• _Problem statement_:
Using the listing below, keep only the lines with the word "lineWidth" and copy them.
====== Exercise inputs
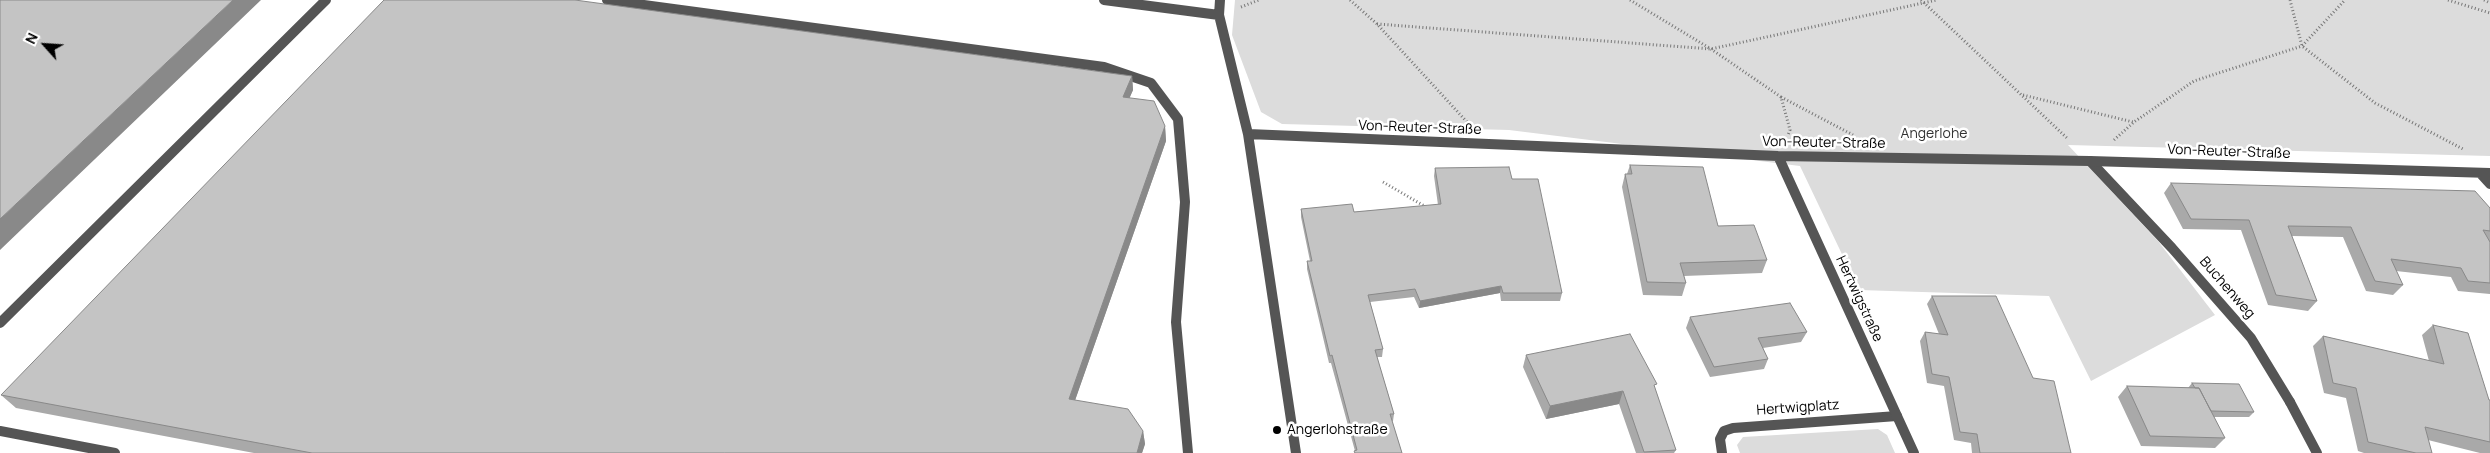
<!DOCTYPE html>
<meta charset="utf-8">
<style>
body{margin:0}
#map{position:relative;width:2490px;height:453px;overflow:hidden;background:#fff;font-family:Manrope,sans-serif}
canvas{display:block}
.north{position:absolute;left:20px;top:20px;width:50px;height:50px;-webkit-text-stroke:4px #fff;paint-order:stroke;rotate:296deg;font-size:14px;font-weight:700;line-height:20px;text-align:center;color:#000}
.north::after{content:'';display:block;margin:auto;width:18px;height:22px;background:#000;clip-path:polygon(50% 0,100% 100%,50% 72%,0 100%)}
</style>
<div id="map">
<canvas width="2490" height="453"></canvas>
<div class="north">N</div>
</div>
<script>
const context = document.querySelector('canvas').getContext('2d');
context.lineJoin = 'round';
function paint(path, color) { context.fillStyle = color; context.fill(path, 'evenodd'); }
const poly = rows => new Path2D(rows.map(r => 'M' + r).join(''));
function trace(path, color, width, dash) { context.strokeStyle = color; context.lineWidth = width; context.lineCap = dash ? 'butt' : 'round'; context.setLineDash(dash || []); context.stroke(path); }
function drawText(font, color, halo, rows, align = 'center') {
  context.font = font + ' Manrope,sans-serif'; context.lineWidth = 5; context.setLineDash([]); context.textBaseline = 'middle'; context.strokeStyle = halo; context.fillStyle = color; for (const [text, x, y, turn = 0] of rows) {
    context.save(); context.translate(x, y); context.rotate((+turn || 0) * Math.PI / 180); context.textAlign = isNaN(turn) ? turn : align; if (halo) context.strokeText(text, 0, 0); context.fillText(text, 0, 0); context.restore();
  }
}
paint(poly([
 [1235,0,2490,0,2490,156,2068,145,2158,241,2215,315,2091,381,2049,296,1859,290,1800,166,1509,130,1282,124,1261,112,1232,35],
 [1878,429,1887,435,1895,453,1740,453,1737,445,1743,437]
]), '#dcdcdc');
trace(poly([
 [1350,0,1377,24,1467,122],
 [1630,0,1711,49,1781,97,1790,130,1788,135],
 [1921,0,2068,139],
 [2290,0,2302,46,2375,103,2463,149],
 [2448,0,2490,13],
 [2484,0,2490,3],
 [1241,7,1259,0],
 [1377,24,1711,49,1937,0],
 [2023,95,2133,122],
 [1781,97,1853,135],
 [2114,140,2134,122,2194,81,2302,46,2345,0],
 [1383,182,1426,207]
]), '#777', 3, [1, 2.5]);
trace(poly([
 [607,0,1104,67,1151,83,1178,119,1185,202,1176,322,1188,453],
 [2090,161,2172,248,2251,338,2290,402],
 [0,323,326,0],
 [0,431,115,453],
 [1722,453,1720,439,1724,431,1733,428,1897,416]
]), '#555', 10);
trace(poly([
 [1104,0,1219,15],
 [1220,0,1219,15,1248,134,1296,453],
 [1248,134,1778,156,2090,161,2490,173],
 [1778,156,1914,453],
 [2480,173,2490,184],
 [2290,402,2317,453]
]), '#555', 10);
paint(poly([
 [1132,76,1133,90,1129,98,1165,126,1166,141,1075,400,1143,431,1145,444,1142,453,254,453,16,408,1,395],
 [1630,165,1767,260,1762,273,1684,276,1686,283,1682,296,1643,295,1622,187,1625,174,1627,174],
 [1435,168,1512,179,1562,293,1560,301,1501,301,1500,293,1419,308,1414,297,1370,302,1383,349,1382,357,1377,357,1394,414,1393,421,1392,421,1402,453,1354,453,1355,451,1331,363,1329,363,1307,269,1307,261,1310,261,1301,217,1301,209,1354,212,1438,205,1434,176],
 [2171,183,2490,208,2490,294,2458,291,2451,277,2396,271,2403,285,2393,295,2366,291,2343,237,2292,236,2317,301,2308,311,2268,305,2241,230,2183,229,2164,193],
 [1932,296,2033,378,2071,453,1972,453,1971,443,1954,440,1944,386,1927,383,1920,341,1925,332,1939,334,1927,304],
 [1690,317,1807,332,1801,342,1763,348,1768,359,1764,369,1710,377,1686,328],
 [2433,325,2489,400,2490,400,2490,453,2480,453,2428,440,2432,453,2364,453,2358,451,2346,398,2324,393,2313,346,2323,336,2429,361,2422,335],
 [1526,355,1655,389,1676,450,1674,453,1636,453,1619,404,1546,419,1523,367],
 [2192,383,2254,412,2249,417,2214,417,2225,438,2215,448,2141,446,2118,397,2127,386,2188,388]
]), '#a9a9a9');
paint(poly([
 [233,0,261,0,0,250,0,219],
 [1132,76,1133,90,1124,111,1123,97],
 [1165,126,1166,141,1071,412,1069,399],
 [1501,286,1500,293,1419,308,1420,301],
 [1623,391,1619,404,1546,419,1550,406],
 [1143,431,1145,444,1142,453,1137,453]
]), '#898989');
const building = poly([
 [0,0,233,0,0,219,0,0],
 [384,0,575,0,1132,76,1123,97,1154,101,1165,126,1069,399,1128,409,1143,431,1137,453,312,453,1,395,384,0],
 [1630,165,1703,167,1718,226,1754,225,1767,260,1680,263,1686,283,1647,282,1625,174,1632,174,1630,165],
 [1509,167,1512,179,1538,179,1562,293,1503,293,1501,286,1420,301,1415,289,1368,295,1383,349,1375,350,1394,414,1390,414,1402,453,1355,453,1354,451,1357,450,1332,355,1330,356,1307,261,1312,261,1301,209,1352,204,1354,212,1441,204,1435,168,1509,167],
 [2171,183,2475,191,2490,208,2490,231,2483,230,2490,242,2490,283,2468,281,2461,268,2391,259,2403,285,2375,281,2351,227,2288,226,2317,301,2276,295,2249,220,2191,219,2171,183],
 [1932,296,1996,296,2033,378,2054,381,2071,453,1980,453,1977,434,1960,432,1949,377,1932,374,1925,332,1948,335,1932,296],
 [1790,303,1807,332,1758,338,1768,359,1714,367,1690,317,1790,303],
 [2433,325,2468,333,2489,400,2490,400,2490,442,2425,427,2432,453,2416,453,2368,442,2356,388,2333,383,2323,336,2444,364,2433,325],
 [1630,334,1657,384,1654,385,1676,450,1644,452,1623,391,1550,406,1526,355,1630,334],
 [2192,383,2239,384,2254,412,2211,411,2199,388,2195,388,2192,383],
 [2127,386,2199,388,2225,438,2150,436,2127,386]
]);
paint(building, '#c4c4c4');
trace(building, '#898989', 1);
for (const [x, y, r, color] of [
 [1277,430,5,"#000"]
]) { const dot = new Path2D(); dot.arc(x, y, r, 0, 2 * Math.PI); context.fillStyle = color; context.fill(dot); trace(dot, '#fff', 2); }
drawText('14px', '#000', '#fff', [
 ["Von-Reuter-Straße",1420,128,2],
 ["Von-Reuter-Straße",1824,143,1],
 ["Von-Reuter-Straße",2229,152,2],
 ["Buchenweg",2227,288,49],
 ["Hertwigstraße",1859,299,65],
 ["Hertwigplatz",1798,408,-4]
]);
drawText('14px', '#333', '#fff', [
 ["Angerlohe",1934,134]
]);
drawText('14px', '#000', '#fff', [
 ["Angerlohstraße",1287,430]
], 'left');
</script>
============
====== Exercise inputs
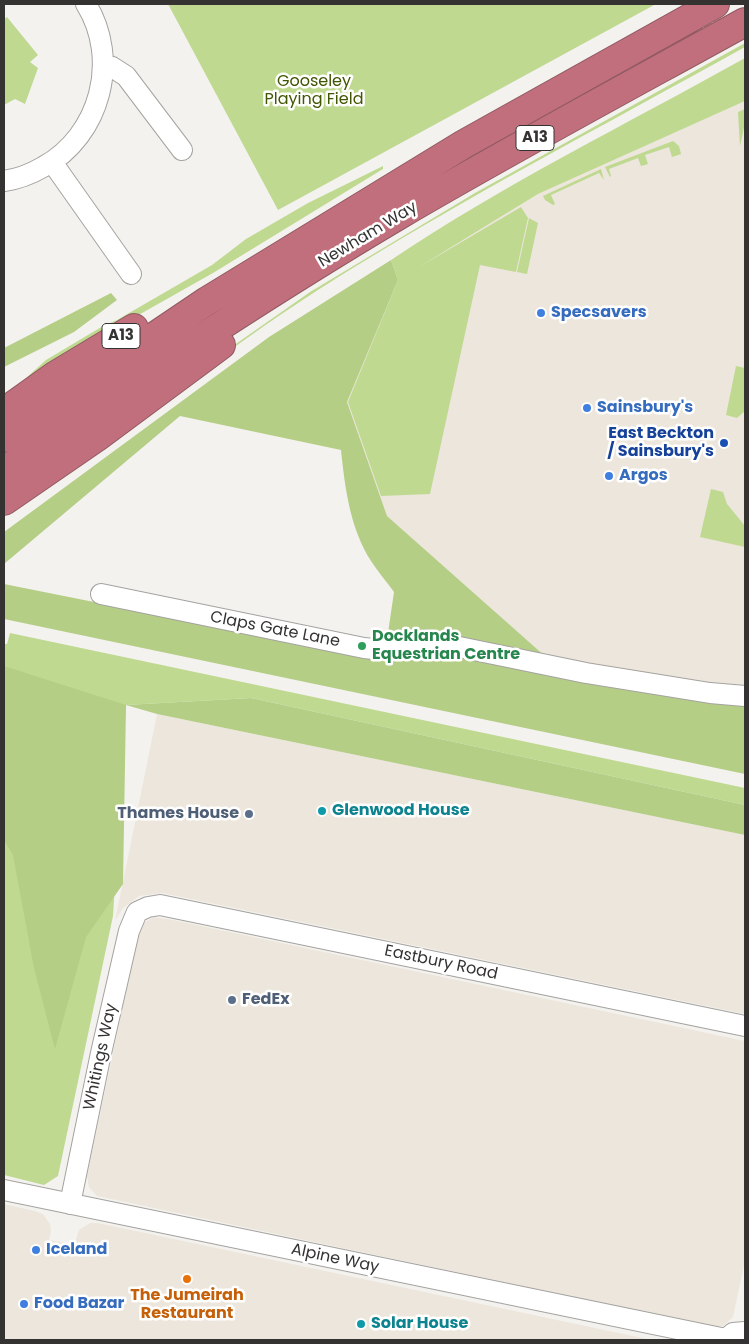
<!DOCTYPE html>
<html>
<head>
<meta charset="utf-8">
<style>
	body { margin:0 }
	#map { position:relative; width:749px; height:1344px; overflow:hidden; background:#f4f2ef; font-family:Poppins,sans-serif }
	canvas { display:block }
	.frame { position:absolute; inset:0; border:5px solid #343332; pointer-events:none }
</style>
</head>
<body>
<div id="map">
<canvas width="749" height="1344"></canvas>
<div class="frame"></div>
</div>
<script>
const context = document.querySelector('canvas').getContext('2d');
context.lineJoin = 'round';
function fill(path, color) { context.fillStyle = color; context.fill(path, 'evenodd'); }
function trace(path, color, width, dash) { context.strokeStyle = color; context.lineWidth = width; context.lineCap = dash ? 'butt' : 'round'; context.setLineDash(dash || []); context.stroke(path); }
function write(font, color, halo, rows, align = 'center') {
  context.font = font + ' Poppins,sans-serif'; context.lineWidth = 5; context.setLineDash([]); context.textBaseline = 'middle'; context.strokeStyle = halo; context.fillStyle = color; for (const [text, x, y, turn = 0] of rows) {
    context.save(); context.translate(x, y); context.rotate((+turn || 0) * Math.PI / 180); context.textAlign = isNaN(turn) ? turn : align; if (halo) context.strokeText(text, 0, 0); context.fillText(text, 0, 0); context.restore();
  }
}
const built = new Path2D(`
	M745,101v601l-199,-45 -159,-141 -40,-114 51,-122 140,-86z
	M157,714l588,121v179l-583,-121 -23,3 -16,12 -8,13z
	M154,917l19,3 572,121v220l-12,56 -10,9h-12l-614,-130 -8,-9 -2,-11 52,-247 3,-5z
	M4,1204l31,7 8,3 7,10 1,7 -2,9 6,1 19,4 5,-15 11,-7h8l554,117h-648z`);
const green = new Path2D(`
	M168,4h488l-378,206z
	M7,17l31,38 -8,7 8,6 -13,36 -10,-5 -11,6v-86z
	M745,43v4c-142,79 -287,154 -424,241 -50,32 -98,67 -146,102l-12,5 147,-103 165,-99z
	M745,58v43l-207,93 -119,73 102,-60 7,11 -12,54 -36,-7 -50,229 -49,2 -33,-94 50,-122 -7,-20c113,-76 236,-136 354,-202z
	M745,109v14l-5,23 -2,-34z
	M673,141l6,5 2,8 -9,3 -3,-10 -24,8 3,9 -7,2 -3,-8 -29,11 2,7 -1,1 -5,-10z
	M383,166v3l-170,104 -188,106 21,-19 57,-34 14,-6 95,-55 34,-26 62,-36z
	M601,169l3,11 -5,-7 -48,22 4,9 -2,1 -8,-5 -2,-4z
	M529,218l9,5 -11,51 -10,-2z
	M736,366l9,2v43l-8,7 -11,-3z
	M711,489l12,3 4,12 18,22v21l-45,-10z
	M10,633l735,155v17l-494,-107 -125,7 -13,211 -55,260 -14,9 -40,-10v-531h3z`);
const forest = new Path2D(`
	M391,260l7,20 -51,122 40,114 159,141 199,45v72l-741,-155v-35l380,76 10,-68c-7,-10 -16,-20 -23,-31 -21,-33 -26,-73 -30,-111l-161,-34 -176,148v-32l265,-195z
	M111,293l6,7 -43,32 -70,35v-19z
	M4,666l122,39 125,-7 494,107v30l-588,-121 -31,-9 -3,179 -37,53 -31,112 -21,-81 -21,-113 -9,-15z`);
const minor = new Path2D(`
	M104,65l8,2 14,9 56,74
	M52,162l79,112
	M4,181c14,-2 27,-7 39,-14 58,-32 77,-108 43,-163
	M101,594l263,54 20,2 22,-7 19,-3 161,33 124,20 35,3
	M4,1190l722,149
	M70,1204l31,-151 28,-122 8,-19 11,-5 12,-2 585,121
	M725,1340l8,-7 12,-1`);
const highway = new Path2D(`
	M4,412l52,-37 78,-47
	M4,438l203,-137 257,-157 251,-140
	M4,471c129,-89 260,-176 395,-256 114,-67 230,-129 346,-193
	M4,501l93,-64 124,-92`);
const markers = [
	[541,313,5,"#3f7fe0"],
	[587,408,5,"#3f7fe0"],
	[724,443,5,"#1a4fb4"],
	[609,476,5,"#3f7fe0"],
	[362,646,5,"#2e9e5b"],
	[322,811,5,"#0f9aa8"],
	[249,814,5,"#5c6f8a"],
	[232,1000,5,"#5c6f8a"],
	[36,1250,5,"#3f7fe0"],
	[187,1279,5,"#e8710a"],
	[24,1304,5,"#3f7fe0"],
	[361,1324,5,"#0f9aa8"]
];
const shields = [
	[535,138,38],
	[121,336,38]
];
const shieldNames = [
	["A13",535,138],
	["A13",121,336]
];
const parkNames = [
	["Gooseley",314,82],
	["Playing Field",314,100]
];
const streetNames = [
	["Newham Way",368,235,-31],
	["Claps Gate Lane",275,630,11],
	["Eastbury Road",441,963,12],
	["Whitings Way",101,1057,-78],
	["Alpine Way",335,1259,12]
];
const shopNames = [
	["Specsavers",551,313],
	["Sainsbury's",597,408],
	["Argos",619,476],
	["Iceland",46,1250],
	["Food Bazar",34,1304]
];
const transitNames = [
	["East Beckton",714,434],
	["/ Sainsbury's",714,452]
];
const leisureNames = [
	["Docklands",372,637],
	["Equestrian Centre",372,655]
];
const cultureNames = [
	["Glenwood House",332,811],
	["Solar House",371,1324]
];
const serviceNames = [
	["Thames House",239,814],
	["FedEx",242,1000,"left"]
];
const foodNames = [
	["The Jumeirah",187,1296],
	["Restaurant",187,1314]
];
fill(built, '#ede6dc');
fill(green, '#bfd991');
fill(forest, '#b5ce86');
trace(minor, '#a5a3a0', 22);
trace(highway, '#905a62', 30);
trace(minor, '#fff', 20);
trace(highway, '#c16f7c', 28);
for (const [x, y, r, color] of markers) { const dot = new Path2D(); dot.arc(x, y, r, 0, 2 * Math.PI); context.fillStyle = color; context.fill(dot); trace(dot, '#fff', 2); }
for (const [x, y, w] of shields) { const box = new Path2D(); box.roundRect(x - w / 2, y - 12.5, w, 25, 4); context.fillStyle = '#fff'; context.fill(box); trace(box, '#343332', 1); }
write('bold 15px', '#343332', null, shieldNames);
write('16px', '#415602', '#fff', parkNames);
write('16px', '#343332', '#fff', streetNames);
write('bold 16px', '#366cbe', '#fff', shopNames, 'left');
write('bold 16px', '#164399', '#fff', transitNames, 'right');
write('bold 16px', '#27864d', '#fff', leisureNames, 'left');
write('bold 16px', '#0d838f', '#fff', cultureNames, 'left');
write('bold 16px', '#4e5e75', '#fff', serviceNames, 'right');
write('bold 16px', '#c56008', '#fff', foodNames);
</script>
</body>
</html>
============
• _Your solution_:
function trace(path, color, width, dash) { context.strokeStyle = color; context.lineWidth = width; context.lineCap = dash ? 'butt' : 'round'; context.setLineDash(dash || []); context.stroke(path); }
  context.font = font + ' Manrope,sans-serif'; context.lineWidth = 5; context.setLineDash([]); context.textBaseline = 'middle'; context.strokeStyle = halo; context.fillStyle = color; for (const [text, x, y, turn = 0] of rows) {
function trace(path, color, width, dash) { context.strokeStyle = color; context.lineWidth = width; context.lineCap = dash ? 'butt' : 'round'; context.setLineDash(dash || []); context.stroke(path); }
  context.font = font + ' Poppins,sans-serif'; context.lineWidth = 5; context.setLineDash([]); context.textBaseline = 'middle'; context.strokeStyle = halo; context.fillStyle = color; for (const [text, x, y, turn = 0] of rows) {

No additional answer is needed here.